With nights drawing in, many people particularly in the northern parts of the world are being affected by seasonal affective disorder. A Finnish company called Valkee claims to cure the winter blues with its bright light headset. According to the company, shining a bright torch in your ears has been shown to have a therapeutic effect.

I won’t comment on the bogosity of Valkee’s claims. I did, however, decide to see how cheaply I could build something similar to their £185 device.

My headset isn’t the same as Valkee’s. Theirs seems to use fiber optic, presumably to keep the size and temperature down. Mine uses ultra-bright LEDs. Their’s has a fancy timer. Mine doesn’t. Theirs has a rechargeable battery. Mine draws its power from a USB socket.

On with the show!


The LED dimmer uses a headphone volume control (from Maplin, although cheaper elsewhere) as it provides a handy stereo dimmer in a neat case, and with a suitable 3.5mm socket already included! I replaced the 3.5mm jack with a USB A plug so the dimmer can draw power from any USB port.


The insides of the dimmer are simple. A couple of simple modifications will be needed to make them drive the LEDs.


This is the underside of the dimmer circuit. I had to cut a couple of traces to turn it from a headphone volume controller into a LED controller.

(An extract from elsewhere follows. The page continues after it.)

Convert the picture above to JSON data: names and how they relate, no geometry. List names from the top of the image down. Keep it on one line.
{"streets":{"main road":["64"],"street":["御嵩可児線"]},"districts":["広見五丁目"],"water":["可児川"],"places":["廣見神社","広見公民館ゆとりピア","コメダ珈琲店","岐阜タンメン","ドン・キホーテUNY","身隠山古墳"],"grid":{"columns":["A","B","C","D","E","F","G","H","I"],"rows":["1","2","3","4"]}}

The LEDs run off 3 volts (I think). A couple of resistors in series with the dimmer limit the maximum current through the LEDs.


The 3.5mm jack is replaced by a USB A plug. This provides an easy 5V supply. If I’m not near a PC, I also have a selection of batteries and power supplies with a USB socket.


This is the dimmer put back together. Small and neat, no?


The earphones cost a couple of pounds on eBay. They’re made of metal and are surprisingly well put together. I tried to choose a model which looked like it could be taken apart easily. This took a bit of prying and twisting (which scratched the cases a bit) but eventually they came apart just fine. I’m sure the sound quality is pretty poor but we’re taking the speakers out so it doesn’t matter.


I ripped the speaker elements out and fitted ultrabright white LEDs in their place. The LEDs are glued into place with epoxy. Because the phones are made of metal, I insulated the LED leads with some heatshrink.


The earphone leads are soldered into the LEDs.


The earphones are glued back together with epoxy. The rubber tips are still out in this picture.


The phones fully assembled and working. The rubber tips fit around the LEDs, with the lights protruding a little. They are fairly comfortable in the ears. The dimmer gives a good range of brightnesses. In this picture they are quite dim. At their brightest, they really are quite bright.

16 Comments

  1. Cool. Do they work, would be interested in a full parts list including led specs as unsure which to buy. Thanks

  2. Nice build!
    Finally I found someone else with the same idea – £185 is a little too expensive for something that MIGHT work with simple led’s :)

    I made my own a couple of days ago, also with cheap phones and led’s. Mine is a little simpler though without a dimmer, a resistor and directly connected to a 12v adapter. Two bright 15000 mcd led’s serve as lightsources.
    I’m thinking about building another one with 1w power led’s because the intensity may not be enough to penetrate the inner parts of the ear and reach the photosensitive parts of the brain. But I will wait and see if the first build is causing any moodshifts. When I use the phones I feel “something”, can be placebo though.

    How’s it going with your phones? Noticed any difference in mood?

  3. Sorry to both of you for my abysmal reply times.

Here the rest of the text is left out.